🤖 AI Summary
This work addresses the challenge that reinforcement learning (RL) for code generation often fails to generalize zero-shot to unseen programming languages, sometimes even degrading performance. To mitigate this, the authors propose Parallel-SFT, a method that incorporates functionally equivalent multilingual parallel programs during supervised fine-tuning (SFT) to produce a more generalizable initialization for subsequent RL training. This approach represents the first integration of parallel programs into the SFT phase and substantially improves zero-shot transfer performance on target languages.
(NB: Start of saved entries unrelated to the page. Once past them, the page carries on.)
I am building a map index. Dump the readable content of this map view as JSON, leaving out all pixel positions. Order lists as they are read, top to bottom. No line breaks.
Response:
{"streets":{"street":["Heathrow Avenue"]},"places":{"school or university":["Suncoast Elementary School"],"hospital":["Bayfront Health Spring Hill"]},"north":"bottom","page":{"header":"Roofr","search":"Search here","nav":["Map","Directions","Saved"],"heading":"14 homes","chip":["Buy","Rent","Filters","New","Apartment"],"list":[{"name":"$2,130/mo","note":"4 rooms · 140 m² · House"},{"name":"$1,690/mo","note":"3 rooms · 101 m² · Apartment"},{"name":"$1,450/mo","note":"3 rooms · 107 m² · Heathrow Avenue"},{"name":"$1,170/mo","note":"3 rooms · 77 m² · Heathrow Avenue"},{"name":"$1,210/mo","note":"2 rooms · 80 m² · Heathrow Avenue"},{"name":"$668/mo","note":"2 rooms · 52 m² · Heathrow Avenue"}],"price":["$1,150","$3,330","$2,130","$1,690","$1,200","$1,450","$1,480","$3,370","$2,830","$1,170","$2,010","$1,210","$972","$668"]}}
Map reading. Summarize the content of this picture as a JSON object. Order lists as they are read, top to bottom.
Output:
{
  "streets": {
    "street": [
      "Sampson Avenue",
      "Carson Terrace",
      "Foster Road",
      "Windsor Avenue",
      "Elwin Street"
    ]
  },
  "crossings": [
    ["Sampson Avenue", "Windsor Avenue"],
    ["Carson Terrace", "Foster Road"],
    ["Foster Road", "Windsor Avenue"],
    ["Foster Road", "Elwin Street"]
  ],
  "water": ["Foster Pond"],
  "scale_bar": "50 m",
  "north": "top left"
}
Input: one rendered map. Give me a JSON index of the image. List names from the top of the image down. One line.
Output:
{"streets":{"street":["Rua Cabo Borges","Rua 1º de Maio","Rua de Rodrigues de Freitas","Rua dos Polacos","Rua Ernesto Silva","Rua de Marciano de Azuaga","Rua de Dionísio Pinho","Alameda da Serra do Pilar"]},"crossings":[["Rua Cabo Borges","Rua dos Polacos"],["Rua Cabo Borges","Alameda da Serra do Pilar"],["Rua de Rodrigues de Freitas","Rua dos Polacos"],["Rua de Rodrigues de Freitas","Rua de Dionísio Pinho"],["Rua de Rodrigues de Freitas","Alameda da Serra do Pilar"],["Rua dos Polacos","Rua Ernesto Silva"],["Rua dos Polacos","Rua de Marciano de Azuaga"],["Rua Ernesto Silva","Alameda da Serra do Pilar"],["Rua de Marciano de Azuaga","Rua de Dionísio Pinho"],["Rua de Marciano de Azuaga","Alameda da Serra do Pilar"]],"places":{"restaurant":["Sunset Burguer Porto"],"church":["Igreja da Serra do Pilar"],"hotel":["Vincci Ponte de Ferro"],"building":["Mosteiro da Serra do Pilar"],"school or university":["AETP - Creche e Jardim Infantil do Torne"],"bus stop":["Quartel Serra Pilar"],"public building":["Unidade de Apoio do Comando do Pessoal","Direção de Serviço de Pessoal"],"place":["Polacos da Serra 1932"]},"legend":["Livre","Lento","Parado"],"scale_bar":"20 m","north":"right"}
The study further reveals that functional alignment in the latent representation space is crucial for cross-lingual generalization: models initialized with Parallel-SFT not only achieve superior performance on unseen languages after RL but also exhibit tighter clustering of cross-lingual equivalent programs in their internal representations.
📝 Abstract
Modern language models demonstrate impressive coding capabilities in common programming languages (PLs), such as C++ and Python, but their performance in lower-resource PLs is often limited by training data availability. In principle, however, most programming skills are universal across PLs, so the capability acquired in one PL should transfer to others. In this work, we propose the task of zero-shot cross-programming-language transfer for code RL. We find that, for Llama-3.1, RL training for code generation in a source PL fails to improve, and sometimes even degrades, the performance on other target PLs. To address this, we hypothesize that effective RL transfer requires a generalizable SFT initialization before RL. We thus propose **Parallel-SFT**, an SFT strategy that incorporates "parallel programs" -- functionally equivalent code implemented in multiple PLs -- into the data mixture. We demonstrate that this improves transferability: when we subsequently perform RL on our Parallel-SFT model, we observe better generalization to unseen PLs. Analysis of the model internal representations reveals that Parallel-SFT leads to a more functionality-centric latent space, where equivalent programs across PLs are more tightly clustered, which we hypothesize to contribute to the improved transferability.